Work request = The answer must be one number: how many lines in the records below contain the word "align".

[[ Records provided open ]]

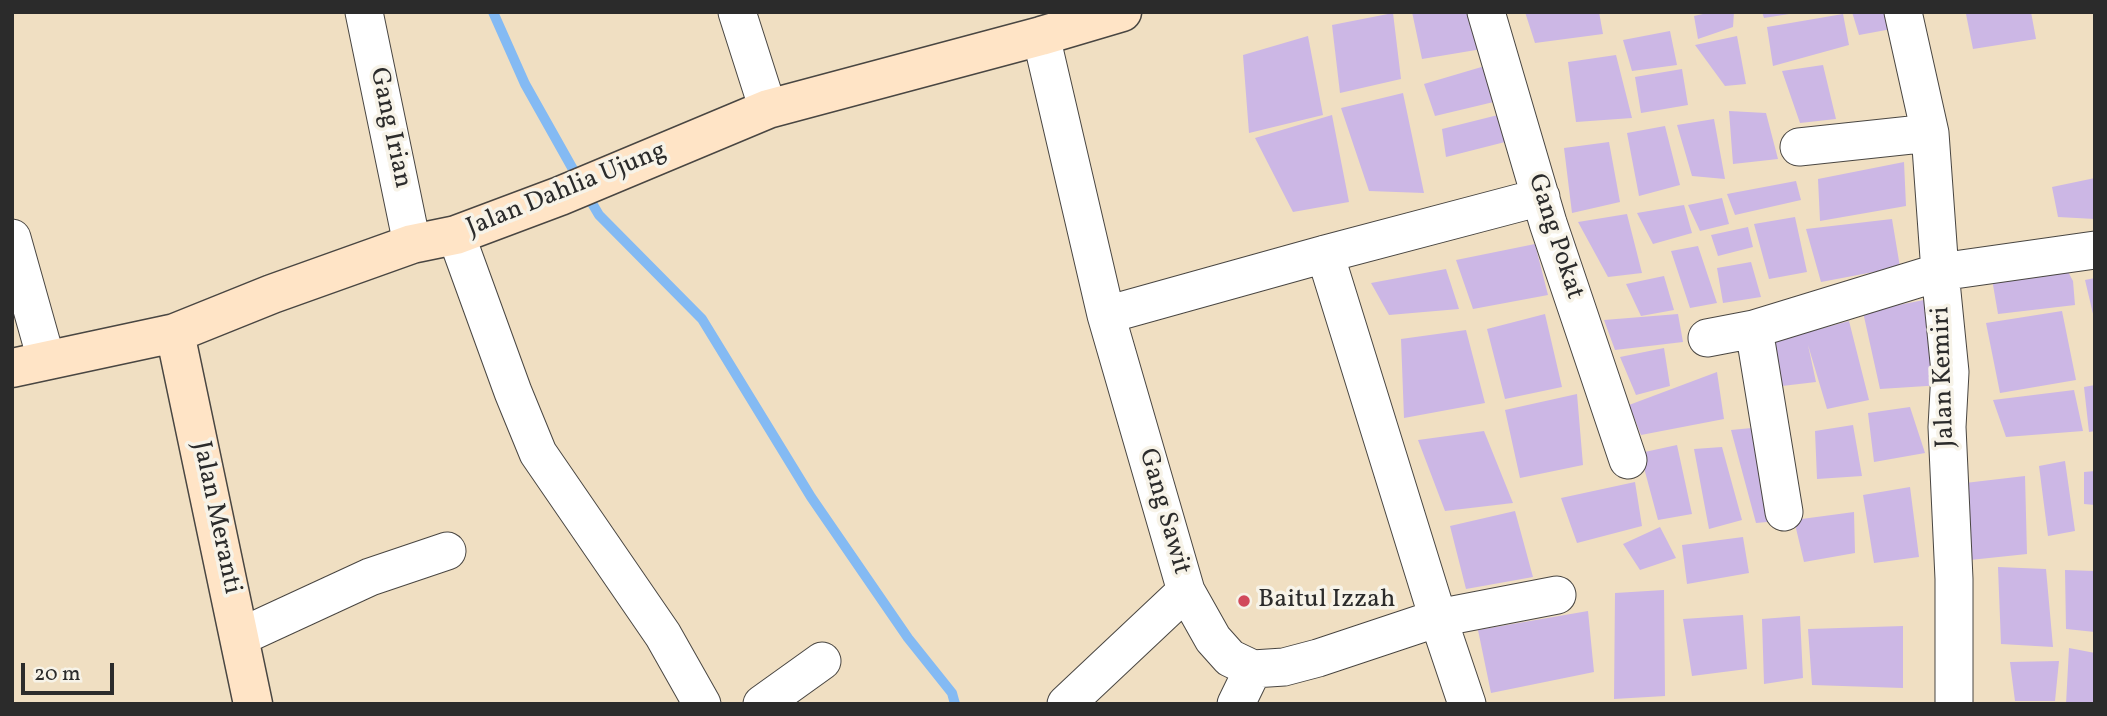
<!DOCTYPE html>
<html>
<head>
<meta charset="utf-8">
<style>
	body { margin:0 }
	#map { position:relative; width:2107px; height:716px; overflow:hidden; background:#f0dfc2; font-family:Vollkorn,serif }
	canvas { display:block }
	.frame { position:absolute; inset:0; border:14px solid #2b2b2b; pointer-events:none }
	.scale { position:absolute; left:21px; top:663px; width:93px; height:32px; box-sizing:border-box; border:4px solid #2b2b2b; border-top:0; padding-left:9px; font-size:21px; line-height:24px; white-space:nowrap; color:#2b2b2b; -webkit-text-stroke:5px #f7f3e8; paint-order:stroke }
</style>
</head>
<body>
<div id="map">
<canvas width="2107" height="716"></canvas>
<div class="frame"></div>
<div class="scale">20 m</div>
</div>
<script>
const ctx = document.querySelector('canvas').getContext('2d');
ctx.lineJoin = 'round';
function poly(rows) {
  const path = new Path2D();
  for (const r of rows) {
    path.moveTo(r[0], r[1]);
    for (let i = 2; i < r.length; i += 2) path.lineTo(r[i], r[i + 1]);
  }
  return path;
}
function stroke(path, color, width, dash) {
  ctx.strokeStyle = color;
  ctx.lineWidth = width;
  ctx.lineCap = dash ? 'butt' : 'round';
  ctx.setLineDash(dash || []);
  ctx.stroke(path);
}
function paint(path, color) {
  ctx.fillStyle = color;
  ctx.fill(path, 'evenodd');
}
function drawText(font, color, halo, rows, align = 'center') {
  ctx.font = font + ' Vollkorn,serif';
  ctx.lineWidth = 7;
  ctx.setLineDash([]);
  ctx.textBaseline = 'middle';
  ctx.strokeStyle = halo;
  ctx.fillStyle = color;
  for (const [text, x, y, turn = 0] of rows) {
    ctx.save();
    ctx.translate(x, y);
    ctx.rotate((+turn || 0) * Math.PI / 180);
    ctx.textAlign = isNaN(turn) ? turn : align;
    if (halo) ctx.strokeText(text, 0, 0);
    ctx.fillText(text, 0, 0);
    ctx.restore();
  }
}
stroke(poly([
	[493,12,525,84,579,180],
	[586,193,599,215,702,319,811,497,908,638,952,693,955,704]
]), '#84baf3', 10);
paint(poly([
	[1412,12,1474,12,1488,48,1422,59],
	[1525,12,1599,12,1603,34,1535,43],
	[1712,12,1734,12,1733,27,1698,39,1694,16],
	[1762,12,1789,12,1789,14,1764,18],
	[1852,12,1896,12,1897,28,1859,35],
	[1975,12,2031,12,2036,39,1973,49,1966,14],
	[1393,13,1401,79,1340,93,1332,25],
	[1843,14,1849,45,1773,66,1767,27],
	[1670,31,1677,65,1632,71,1623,40],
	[1308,36,1323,115,1249,133,1243,55],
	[1737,36,1746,84,1725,86,1695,45],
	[1616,55,1632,118,1576,122,1568,62],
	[1495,63,1502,100,1435,116,1424,84],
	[1823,65,1836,119,1800,123,1782,71],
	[1682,69,1688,105,1641,113,1635,77],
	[1403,93,1424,193,1369,191,1341,108],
	[1729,111,1766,113,1778,159,1733,164],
	[1502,114,1505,142,1446,157,1442,129],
	[1332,115,1349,202,1293,212,1255,138],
	[1714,119,1725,179,1692,176,1677,125],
	[1665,126,1680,185,1639,196,1627,133],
	[1609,142,1620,202,1572,213,1564,148],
	[1904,162,1906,206,1820,221,1818,179],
	[2095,178,2095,219,2058,217,2052,187],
	[1796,181,1801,200,1735,215,1727,194],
	[1722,198,1729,224,1700,231,1688,205],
	[1684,205,1692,233,1653,244,1637,213],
	[1627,214,1642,273,1608,277,1578,222],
	[1795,217,1807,272,1769,279,1754,224],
	[1892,219,1900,267,1821,282,1806,229],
	[1748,227,1753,247,1718,256,1711,235],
	[1535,244,1548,295,1473,309,1456,260],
	[1698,246,1717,303,1690,308,1671,251],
	[1751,262,1761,297,1723,303,1717,268],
	[2065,266,2073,281,2075,305,1998,314,1992,279],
	[1446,269,1459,309,1389,315,1371,283],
	[1664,276,1674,310,1641,316,1626,284],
	[2095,278,2095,318,2094,318,2085,280],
	[1934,298,1942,385,1880,389,1863,312],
	[2062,311,2076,380,2000,393,1986,323],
	[1545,314,1562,387,1505,399,1487,329],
	[1678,314,1683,342,1615,350,1604,320],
	[1849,321,1869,400,1827,409,1808,345,1816,382,1782,386,1773,334,1803,329,1804,333],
	[1466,330,1485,403,1404,418,1401,339],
	[1664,348,1670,386,1636,395,1620,357],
	[1717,372,1724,419,1641,435,1629,405],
	[2095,385,2095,431,2089,432,2084,387],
	[2074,390,2083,431,2006,437,1993,400],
	[1577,394,1583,465,1520,478,1505,410],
	[1910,407,1925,453,1874,462,1868,413],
	[1853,425,1862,476,1817,479,1815,431],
	[1762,427,1778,521,1756,523,1731,430],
	[1484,431,1513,503,1445,511,1418,440],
	[1677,445,1692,514,1658,520,1640,453],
	[1722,447,1742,520,1709,529,1694,449],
	[2065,461,2075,531,2048,536,2039,466],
	[2095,471,2095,505,2084,504,2084,472],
	[2025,476,2027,554,1970,560,1965,483],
	[1635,482,1642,526,1577,543,1561,498],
	[1910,487,1919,557,1874,563,1863,495],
	[1515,511,1533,577,1466,589,1450,526],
	[1854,512,1855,553,1804,562,1794,520],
	[1660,527,1676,558,1640,570,1623,544],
	[1743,537,1749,573,1687,584,1682,545],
	[1998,567,2046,569,2053,647,2001,644],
	[2065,570,2095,571,2095,632,2066,629],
	[1664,590,1665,696,1614,699,1615,593],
	[1588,611,1594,672,1491,693,1478,630],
	[1743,615,1747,669,1692,676,1683,619],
	[1800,616,1803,678,1764,684,1762,619],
	[1903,626,1903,688,1812,685,1808,629],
	[2069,648,2095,653,2095,704,2066,704],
	[2059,661,2055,701,2015,701,2010,662]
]), '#ccb7e5');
const street = poly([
	[364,12,412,244],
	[737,12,768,109],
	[1486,12,1548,223,1628,460],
	[1903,12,1930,133,1940,272,1950,372,1947,427,1954,579,1954,704],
	[1041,36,1106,315,1186,591,1213,639,1230,658,1253,669,1284,667,1318,658,1438,618,1557,595],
	[1799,147,1930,133],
	[456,235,513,392,538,453,663,635,702,704],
	[12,238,46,359],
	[1325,254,1438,618,1467,704],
	[1106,315,1325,254,1541,197],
	[1754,329,1784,512],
	[1707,338,1754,329,1940,272,2095,250],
	[240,637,370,577,447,551],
	[762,704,822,661],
	[1066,704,1186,591],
	[1236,704,1253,669]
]);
const secondary = poly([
	[175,333,253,704],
	[12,368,175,333,272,294,412,244,456,235,560,196,768,109,1041,36,1122,12]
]);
stroke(street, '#494642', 39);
stroke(secondary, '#494642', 41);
stroke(street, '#fff', 37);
stroke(secondary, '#ffe4c6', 38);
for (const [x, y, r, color] of [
	[1244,601,7,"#d1495b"]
]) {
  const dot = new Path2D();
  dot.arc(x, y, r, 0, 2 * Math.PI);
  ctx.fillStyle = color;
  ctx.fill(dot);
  stroke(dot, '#f7f3e8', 2.5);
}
drawText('26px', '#2b2b2b', '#f7f3e8', [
	["Gang Irian",389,128,78],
	["Jalan Dahlia Ujung",567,191,-22],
	["Gang Pokat",1554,237,72],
	["Jalan Kemiri",1945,377,-92],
	["Gang Sawit",1163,512,74],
	["Jalan Meranti",215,518,78]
]);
drawText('26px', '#2b2b2b', '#f7f3e8', [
	["Baitul Izzah",1258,601]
], 'left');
</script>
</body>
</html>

[[ Records provided closed ]]

The completed task = 2